When Wikileaks published tens of thousands of classified U.S. military records concerning the war in Afghanistan last July, did it commit a criminal act under U.S. law? That was the question posed by a new report (pdf) from the Congressional Research Service. In the end, the CRS report tentatively concludes that “although unlawful acquisition of information might be subject to criminal prosecution, the publication of that information remains protected.”
What’s more interesting than the report’s ultimate conclusion is its probing treatment of basic questions such as the scope of First Amendment protections, and the application of U.S. law to foreign jurisdictions.
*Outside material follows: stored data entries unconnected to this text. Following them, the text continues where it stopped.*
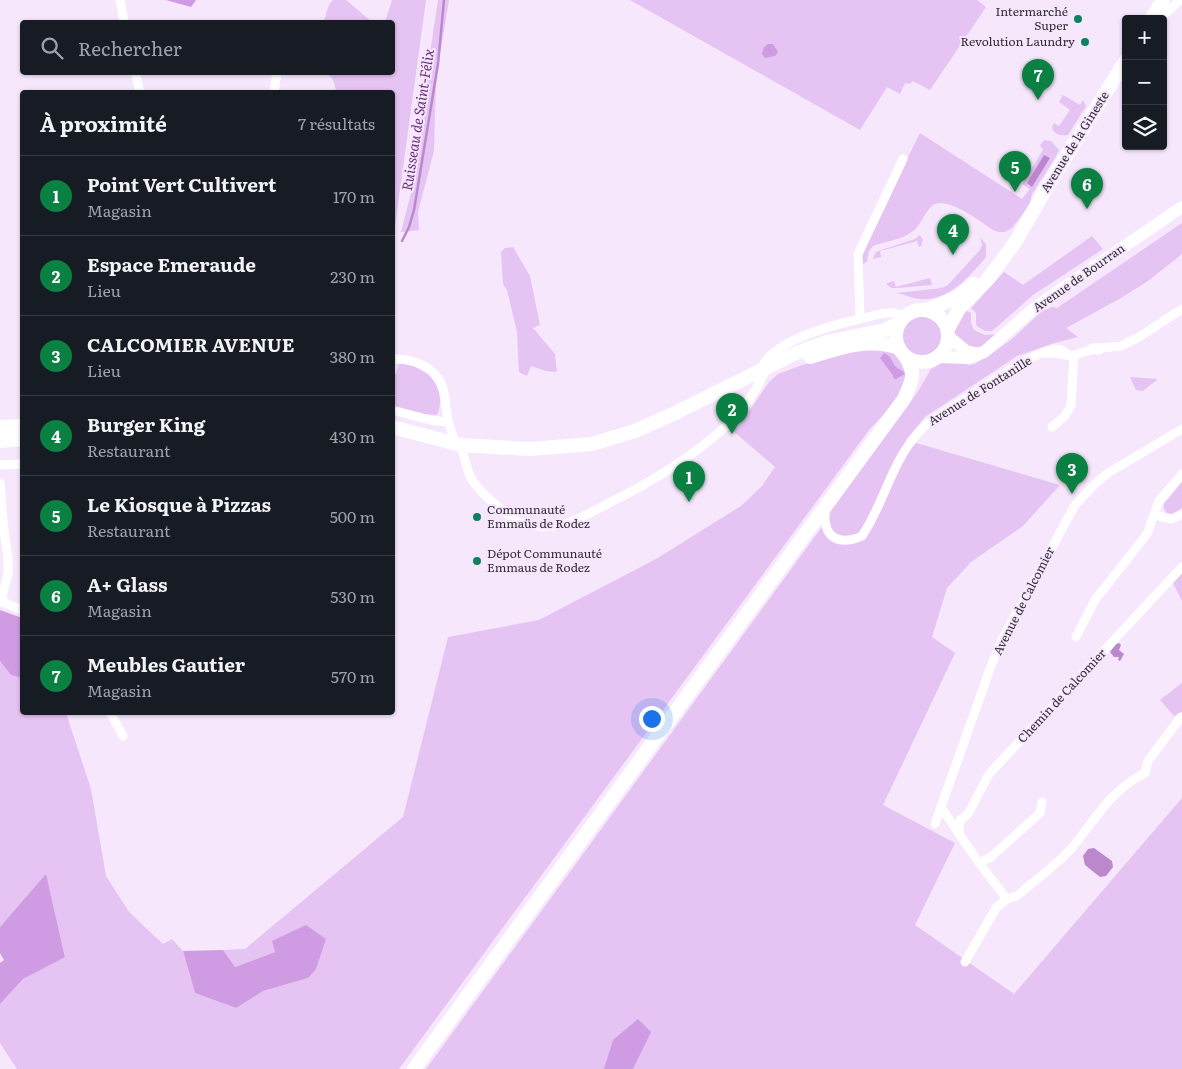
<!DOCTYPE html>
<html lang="fr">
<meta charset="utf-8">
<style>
body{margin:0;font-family:Literata,serif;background:#242831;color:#f1f3f6}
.controls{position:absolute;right:15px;top:15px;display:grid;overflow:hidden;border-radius:5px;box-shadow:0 1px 4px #0004}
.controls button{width:45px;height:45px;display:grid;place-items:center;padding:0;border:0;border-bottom:1px solid #363941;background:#171b24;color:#f1f3f6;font:25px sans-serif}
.you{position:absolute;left:651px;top:718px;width:18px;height:18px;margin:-12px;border:4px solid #fff;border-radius:50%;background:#1a73e8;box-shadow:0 0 0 8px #1a73e833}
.badge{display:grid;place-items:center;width:32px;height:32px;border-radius:50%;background:#0b8043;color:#fff;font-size:16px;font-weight:700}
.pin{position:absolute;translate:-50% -41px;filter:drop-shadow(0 1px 2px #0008)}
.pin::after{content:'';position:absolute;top:26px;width:18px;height:15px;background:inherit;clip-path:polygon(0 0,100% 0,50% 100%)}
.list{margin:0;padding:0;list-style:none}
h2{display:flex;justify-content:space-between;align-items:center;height:65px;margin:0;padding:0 20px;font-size:21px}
h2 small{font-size:16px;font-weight:400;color:#9ea1a6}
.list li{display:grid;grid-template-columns:32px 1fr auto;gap:15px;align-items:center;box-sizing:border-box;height:80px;padding:0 20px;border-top:1px solid #363941}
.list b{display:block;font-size:19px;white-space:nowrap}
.list p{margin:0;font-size:16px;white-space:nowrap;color:#9ea1a6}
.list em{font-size:16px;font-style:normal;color:#9ea1a6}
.icon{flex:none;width:28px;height:28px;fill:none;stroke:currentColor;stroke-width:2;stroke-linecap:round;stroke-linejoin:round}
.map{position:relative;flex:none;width:1182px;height:1069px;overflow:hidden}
.search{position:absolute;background:#171b24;box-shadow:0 1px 4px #0004;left:20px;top:20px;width:375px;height:55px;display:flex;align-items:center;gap:12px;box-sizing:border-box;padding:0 18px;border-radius:5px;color:#9ea1a6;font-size:19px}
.panel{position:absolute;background:#171b24;box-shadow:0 1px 4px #0004;left:20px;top:90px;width:375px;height:625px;border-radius:5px}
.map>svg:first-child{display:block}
</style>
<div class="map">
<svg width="1182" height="1069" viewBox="0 0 1182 1069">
<rect width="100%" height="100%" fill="#f6e7fd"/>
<g fill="#e5c3f2">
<path d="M333,0H346L372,22H322C328,16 325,8 333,0Z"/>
<path d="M392,0H426L393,241L392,92H336C335,84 334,78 326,73L392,72V22H385Z"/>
<path d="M438,0H449L436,79L434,151L418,212L419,230L401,232L411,193L419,126Z"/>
<path d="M630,0H977L986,7L930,90L913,81L910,84L905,83L900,94L887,87L860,130Z"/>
<path d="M1063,95L1080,105L1083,100L1086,106L1068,135C1061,136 1054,135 1052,127L1054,123L1059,126L1070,110L1059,102Z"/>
<path d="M920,133L1022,199L1030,189L1022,184L1043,150L1040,145L1044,140L1051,141L1059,150L1055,158L1032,194L1030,204L1012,228L1005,232H998L993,230C981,222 945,194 932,206C924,213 921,225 913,231C902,240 886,241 873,246L869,251L867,262L859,265V256Z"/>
<path d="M950,220L956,222L948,232L939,233L937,226L943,221Z"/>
<path d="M1182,223V254L1148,281L1121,298L1066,328L1078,337L1051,344L1017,356L925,417L906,440L1060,485L1023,526L971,562L947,588L932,637L955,653L883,805L955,843L915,925L1014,994L1182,798V1069H426L830,516L831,510L917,393L931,369L942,363H963L969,365L975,364L990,355L1012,339L1041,312L1052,307L1057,308Z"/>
<path d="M920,235L923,240L921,246L919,247L917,241L880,251L881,257L873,259L875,253L878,251L915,239Z"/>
<path d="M1092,236L1103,249L1033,295L992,331H985L978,327L976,324V313L971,308L1004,272L1023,285Z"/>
<path d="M980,238L986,244V257C970,276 948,302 919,299C911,298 904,294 896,293L942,288L948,285L980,250L982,244Z"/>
<path d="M513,247L530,276L540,325L533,328L555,354L557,372L546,371L531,366L527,376L519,372L517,332L507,290L503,284L501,252L505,248Z"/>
<path d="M930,278L932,285L897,288H892L887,285V283L894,281L896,287Z"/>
<path d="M965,310L971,313V323L974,330L985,335L997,334L983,346L971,348L954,334V329Z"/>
<circle cx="922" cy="335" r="22"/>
<path d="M858,349C876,350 901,346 906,369C907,374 907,380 907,385L885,413L869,430L399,1069H17L0,1043V1004L23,979L65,956L46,875L0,927V661L11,675L22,678V712L66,713L91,789L106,876L129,912L163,944L172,939L183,951L195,993L236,1008L263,991L308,978L275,952L235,967L223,950L245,949L403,817L448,637L539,620L656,559L741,506L762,486L775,467L732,430L750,410L769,382L778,374L816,360Z"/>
<path d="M399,363C404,364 411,364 415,366C435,373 446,397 437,415L423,414L393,407V375L396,374Z"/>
<path d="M1130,377L1158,379L1143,391L1136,390Z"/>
<path d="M1182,482V508L1175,514H1167L1164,508V504Z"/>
<path d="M1182,571V601L1172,581Z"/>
<path d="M1182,683V712L1174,716L1160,700Z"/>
</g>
<g fill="#cf9be3">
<path d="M166,0H196L191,7Z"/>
<path d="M768,44H773L778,52L775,56L765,58L762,54L764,47Z"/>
<path d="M884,353C892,357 891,360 895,366C899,370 902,369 905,374L896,379H894L892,374L880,358Z"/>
<path d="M0,610L22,618V678L11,675L0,661Z"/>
<path d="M46,874L65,957L23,979L0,1004V963L4,960L0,953V927Z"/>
<path d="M306,925L326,939L316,969L308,978L263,991L236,1008L195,993L183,951L223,950L235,967L275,952L272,941Z"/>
<path d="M638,1019L651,1032L633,1069H604L613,1040Z"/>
</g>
<g fill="#bb88ce">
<path d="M1044,155L1050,158L1032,187L1027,183Z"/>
<path d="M1119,643L1121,645L1119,650L1124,654L1120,661L1118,660L1119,657H1114L1110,652L1116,644Z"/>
<path d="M1094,848L1112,861L1113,867L1106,876L1100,877L1085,865L1083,856L1088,849Z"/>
</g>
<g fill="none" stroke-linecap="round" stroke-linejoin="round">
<path stroke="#bb88ce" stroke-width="2.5" d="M402,241L409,227L414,210L438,64L444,0"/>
<g stroke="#fff" stroke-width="9">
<path d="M120,0L124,22"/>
<path d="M1159,19L1180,0"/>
<path d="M135,72L140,92"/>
<path d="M274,92L277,72"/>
<path d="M860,319L858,254L903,159"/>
<path d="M1101,348L1121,346L1139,337L1182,309"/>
<path d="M1068,355C1059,346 1051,349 1042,353H1054L1071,356L1091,350L1092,348H1101L1099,350H1091"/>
<path d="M392,359C412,358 437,367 443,389C446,399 446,410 448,420C450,428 453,435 455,443"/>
<path d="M392,410L430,420L448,422"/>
<path d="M1052,427L1065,416L1071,405L1074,355"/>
<path d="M461,445C464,456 466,467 471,478C477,490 505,514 517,521C528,526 543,527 554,526C572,524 588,514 603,506C653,482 730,437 757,387C761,379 767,372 764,363C780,339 833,325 860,319C874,316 892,308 904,317"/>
<path d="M0,465L22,464"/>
<path d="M0,483L4,531L8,558V573L1,602"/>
<path d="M824,511C825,517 825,526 828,531C835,544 852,541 862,536C888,497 891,456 928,423L1020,363L1042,353"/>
<path d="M1155,515L1172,519L1182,514"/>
<path d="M0,601L22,610"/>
<path d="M1076,637L1095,600L1147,534L1159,501L1182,474"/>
<path d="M110,712L123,736"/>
<path d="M941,807L979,863L1007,899"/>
<path d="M935,824L991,666L1002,640L1075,505L1095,484L1108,473L1182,429"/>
<path d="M959,833L960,820L968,814L989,774L1182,567"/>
<path d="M979,863L991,857L1040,813L1042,802"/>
<path d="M965,962L996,908L1007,899L1017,896C1034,881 1054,867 1070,850C1095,821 1109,791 1145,773L1148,761L1181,717"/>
</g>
<g stroke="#fff" stroke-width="12">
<path d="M949,337L966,351L979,354"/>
<path d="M938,357L968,358L984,352L1037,306L1182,207"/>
</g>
<g stroke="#fff" stroke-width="14">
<path d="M1151,19L1163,0"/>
<circle cx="922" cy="336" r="26"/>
<path d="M927,310L958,297L973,284"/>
<path d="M948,329L959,309L988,279L1016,241L1044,192L1126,60"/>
<path d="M810,357C839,348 869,337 899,348"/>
<path d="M0,427L22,426"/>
<path d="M392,427L461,445L529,449L592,444L635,431L671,415L796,353L826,342L885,330L900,322"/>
<path d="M0,441L22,439"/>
<path d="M414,1069L904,399C912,379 917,376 905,356"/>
</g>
</g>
<g fill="#0e8260" stroke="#f6e7fd" stroke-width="2">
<circle cx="1078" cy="19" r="5"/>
<circle cx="1085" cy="42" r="5"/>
<circle cx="477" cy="517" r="5"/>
<circle cx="477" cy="561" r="5"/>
</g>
<g text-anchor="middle" stroke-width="4" stroke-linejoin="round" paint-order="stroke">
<g font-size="12" fill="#312b33" stroke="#f6e7fd" text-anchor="end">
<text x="1068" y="16">Intermarché<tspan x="1068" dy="14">Super</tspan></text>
<text x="1075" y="46">Revolution Laundry</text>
<text x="487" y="514" text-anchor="start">Communauté<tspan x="487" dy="14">Emmaüs de Rodez</tspan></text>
<text x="487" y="558" text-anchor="start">Dépot Communauté<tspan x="487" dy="14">Emmaus de Rodez</tspan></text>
</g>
<g font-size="12" fill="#312b33" stroke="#f6e7fd">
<text transform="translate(1075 142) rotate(-58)" y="4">Avenue de la Gineste</text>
<text transform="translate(1079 278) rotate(-35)" y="4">Avenue de Bourran</text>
<text transform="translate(980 391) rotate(-32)" y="4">Avenue de Fontanille</text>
<text transform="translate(1024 601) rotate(-63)" y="4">Avenue de Calcomier</text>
<text transform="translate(1062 696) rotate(-47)" y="4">Chemin de Calcomier</text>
</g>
<g font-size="14" font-style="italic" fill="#6a2c80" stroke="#f6e7fd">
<text transform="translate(418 120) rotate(-81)" y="5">Ruisseau de Saint-Félix</text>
</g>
</g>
</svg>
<div class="controls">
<button>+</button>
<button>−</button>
<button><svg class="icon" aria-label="layers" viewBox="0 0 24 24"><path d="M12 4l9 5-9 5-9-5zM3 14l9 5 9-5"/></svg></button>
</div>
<div class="you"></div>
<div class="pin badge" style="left:689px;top:502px">1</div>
<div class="pin badge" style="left:732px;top:434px">2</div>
<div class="pin badge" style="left:1072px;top:494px">3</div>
<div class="pin badge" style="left:953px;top:255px">4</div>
<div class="pin badge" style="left:1015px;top:192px">5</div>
<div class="pin badge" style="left:1087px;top:209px">6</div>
<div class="pin badge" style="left:1038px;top:100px">7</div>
<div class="search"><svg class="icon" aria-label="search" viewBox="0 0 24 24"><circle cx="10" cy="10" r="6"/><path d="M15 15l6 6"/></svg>Rechercher</div>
<section class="panel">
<h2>À proximité<small>7 résultats</small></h2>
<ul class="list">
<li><span class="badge">1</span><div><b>Point Vert Cultivert</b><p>Magasin</p></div><em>170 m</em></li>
<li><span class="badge">2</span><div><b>Espace Emeraude</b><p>Lieu</p></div><em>230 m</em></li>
<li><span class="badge">3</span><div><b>CALCOMIER AVENUE</b><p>Lieu</p></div><em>380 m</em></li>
<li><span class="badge">4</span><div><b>Burger King</b><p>Restaurant</p></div><em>430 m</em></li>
<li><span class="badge">5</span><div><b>Le Kiosque à Pizzas</b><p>Restaurant</p></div><em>500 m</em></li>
<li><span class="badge">6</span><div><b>A+ Glass</b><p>Magasin</p></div><em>530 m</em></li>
<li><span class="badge">7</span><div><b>Meubles Gautier</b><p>Magasin</p></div><em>570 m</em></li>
</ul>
</section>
</div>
Could the Espionage Act possibly be used against foreigners acting outside the United States? Remarkably, the CRS report noted that it could. “The only court that appears to have addressed the question” ruled in 1985 that a citizen of East Germany, Dr. Alfred Zehe, could be prosecuted under the Espionage Act and he was in fact convicted.
On the other hand, could it be that the First Amendment provides protection to foreign publishers? There doesn’t seem to be a crisp yes or no answer to this question. But the CRS report, written by national security law specialist Jennifer K. Elsea, turned up a 1964 district court decision which suggested that foreign publishers do enjoy First Amendment rights, if only because American readers have a right to the information that they publish. “The essence of the First Amendment right to freedom of the press is not so much the right to print as it is the right to read,” that court ruled. Therefore, “the rights of readers are not to be curtailed because of the geographical origin of printed materials.”
But what about the publication of materials that have been illegally acquired? That seems to be an open question. The CRS report cited a 1989 case (Florida Star v. BJF at footnote 8) where the U.S. Supreme Court said that the question of “whether, in cases where information has been acquired unlawfully by a newspaper or by a source, government may ever punish not only the unlawful acquisition, but the ensuing publication as well” is “not definitively resolved.”
The comparatively short (14 page) CRS report, interesting as it is, is necessarily incomplete.
So, for example, it does not grapple in any detail with the legacy of the so-called AIPAC case. Although that case was ultimately dismissed in 2009, the court there upheld the constitutionality of the Espionage Act even when applied to private citizens who do not hold security clearances but who received and transmitted classified defense information without authorization.
Thus, Judge T.S. Ellis III ruled (pdf) in August 2006: “Although the question whether the government’s interest in preserving its national defense secrets is sufficient to trump the First Amendment rights of those not in a position of trust with the government is a more difficult question, and although the authority addressing this issue is sparse, both common sense and the relevant precedent point persuasively to the conclusion that the government can punish those outside of the government for the unauthorized receipt and deliberate retransmission of information relating to the national defense.”
The CRS report also does not explicitly address 18 U.S.C. 793(g), which is the section of the Espionage Act that pertains to conspiracy. Under this provision, the criminal offense would not be publication of the restricted records, but collusion with a source to violate the terms of the Espionage Act. If Wikileaks has violated U.S. law — which remains uncertain — then its liability would likely be centered here. (The possible relevance of 793g to the Wikileaks case was noted by the pseudonymous Equ Privat in the blog Finem Respice on August 1, and in private correspondence.)
A copy of the CRS report was obtained by Secrecy News. See “Criminal Prohibitions on the Publication of Classified Defense Information,” Congressional Research Service, September 10, 2010.